EXERCISE INSTRUCTIONS ::
Print, in exact form, the lines below from the one containing "0,100% 100%,50% 72%,0" through the one containing "675px,109px 730px,73px 791px,18px", and omit all others.

SOURCE MATERIAL ::
---+---

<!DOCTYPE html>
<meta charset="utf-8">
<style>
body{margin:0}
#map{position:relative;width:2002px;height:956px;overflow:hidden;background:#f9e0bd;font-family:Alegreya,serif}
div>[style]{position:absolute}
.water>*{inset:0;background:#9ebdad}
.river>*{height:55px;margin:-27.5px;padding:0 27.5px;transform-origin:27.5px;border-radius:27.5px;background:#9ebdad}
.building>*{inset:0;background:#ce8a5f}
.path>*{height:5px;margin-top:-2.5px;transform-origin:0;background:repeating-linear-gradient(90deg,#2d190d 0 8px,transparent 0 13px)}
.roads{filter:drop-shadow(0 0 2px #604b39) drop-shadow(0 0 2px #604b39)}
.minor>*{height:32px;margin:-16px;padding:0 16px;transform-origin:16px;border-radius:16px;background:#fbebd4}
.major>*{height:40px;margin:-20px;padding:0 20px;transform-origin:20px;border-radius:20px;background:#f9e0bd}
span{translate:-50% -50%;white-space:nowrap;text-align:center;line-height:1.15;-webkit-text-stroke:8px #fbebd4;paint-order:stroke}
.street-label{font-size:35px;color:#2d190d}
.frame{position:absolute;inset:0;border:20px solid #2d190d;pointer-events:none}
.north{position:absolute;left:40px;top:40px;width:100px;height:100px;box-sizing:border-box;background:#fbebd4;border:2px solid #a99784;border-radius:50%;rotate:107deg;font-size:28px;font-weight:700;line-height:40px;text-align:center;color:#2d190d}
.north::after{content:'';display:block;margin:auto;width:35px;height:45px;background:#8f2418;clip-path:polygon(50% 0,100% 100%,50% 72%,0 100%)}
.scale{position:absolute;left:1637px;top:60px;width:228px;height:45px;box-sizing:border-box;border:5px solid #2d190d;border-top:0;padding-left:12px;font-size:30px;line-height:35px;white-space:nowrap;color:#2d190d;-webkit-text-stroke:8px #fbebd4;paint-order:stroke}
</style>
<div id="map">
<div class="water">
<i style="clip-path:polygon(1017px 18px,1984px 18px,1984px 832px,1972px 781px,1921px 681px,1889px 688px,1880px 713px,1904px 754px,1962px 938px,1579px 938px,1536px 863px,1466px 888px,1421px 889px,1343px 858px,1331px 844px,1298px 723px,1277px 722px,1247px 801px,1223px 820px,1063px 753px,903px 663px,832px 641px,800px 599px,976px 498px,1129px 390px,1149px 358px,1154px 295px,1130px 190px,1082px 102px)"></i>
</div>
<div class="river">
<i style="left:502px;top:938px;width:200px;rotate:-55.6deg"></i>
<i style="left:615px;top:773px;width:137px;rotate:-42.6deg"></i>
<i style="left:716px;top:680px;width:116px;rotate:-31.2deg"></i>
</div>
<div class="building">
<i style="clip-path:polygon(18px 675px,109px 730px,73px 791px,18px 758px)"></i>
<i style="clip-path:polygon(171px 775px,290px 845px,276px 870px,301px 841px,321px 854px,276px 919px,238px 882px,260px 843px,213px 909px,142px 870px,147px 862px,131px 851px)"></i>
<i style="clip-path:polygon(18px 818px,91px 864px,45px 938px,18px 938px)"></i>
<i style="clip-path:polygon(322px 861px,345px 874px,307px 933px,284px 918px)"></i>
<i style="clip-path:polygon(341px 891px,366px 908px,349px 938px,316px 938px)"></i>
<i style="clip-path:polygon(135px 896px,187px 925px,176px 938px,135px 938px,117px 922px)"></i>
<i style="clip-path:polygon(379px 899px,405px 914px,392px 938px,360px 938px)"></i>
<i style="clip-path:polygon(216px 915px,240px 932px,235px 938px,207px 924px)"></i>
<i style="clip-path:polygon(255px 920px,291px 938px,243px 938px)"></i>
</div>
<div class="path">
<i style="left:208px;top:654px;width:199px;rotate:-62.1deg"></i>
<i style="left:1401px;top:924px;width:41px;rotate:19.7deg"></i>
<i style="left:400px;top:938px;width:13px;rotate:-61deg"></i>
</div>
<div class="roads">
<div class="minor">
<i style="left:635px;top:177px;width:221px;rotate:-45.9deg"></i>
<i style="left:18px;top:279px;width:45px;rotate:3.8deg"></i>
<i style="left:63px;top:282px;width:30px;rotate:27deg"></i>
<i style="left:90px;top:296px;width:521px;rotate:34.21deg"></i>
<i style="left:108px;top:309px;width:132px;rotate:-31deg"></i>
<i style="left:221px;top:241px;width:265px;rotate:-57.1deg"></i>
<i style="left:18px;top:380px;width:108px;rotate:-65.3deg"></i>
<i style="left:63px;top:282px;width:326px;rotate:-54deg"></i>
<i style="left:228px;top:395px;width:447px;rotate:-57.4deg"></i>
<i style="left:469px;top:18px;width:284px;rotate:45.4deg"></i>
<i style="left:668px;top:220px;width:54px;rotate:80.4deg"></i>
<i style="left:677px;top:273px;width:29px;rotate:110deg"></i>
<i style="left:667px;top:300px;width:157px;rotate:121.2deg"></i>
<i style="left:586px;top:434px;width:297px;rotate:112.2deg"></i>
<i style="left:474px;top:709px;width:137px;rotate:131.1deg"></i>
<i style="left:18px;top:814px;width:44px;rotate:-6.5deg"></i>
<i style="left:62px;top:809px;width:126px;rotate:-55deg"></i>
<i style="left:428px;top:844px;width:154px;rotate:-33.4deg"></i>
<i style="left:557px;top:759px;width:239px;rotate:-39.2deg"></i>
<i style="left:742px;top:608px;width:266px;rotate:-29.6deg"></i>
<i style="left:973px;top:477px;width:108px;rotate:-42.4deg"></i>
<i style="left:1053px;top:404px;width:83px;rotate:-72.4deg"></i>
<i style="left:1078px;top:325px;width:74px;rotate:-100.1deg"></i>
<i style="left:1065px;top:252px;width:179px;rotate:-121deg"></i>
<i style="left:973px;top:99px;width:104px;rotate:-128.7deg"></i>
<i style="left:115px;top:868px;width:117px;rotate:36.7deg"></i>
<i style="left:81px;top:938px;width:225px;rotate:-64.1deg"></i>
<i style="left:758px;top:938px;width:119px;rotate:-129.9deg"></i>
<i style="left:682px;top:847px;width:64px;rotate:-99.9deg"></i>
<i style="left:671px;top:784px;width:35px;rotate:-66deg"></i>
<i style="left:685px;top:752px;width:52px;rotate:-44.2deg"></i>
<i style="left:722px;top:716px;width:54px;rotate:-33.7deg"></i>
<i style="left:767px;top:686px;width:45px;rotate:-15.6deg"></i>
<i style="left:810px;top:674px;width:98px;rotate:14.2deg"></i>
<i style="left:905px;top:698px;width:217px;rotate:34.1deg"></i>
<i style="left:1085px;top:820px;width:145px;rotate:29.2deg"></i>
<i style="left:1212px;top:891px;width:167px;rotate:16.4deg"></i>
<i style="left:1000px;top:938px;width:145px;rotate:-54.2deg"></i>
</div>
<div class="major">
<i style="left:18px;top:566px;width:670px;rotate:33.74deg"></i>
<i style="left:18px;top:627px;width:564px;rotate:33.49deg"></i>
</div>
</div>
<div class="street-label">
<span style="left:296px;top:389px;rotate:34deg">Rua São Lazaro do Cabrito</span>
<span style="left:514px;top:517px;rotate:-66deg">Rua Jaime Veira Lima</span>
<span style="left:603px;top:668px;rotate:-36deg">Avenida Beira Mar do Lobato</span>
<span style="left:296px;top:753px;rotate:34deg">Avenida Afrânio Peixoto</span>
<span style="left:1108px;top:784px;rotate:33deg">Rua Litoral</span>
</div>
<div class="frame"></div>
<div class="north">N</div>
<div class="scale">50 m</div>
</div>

---+---

RESPONSE TO THIS TASK ::
.north::after{content:'';display:block;margin:auto;width:35px;height:45px;background:#8f2418;clip-path:polygon(50% 0,100% 100%,50% 72%,0 100%)}
.scale{position:absolute;left:1637px;top:60px;width:228px;height:45px;box-sizing:border-box;border:5px solid #2d190d;border-top:0;padding-left:12px;font-size:30px;line-height:35px;white-space:nowrap;color:#2d190d;-webkit-text-stroke:8px #fbebd4;paint-order:stroke}
</style>
<div id="map">
<div class="water">
<i style="clip-path:polygon(1017px 18px,1984px 18px,1984px 832px,1972px 781px,1921px 681px,1889px 688px,1880px 713px,1904px 754px,1962px 938px,1579px 938px,1536px 863px,1466px 888px,1421px 889px,1343px 858px,1331px 844px,1298px 723px,1277px 722px,1247px 801px,1223px 820px,1063px 753px,903px 663px,832px 641px,800px 599px,976px 498px,1129px 390px,1149px 358px,1154px 295px,1130px 190px,1082px 102px)"></i>
</div>
<div class="river">
<i style="left:502px;top:938px;width:200px;rotate:-55.6deg"></i>
<i style="left:615px;top:773px;width:137px;rotate:-42.6deg"></i>
<i style="left:716px;top:680px;width:116px;rotate:-31.2deg"></i>
</div>
<div class="building">
<i style="clip-path:polygon(18px 675px,109px 730px,73px 791px,18px 758px)"></i>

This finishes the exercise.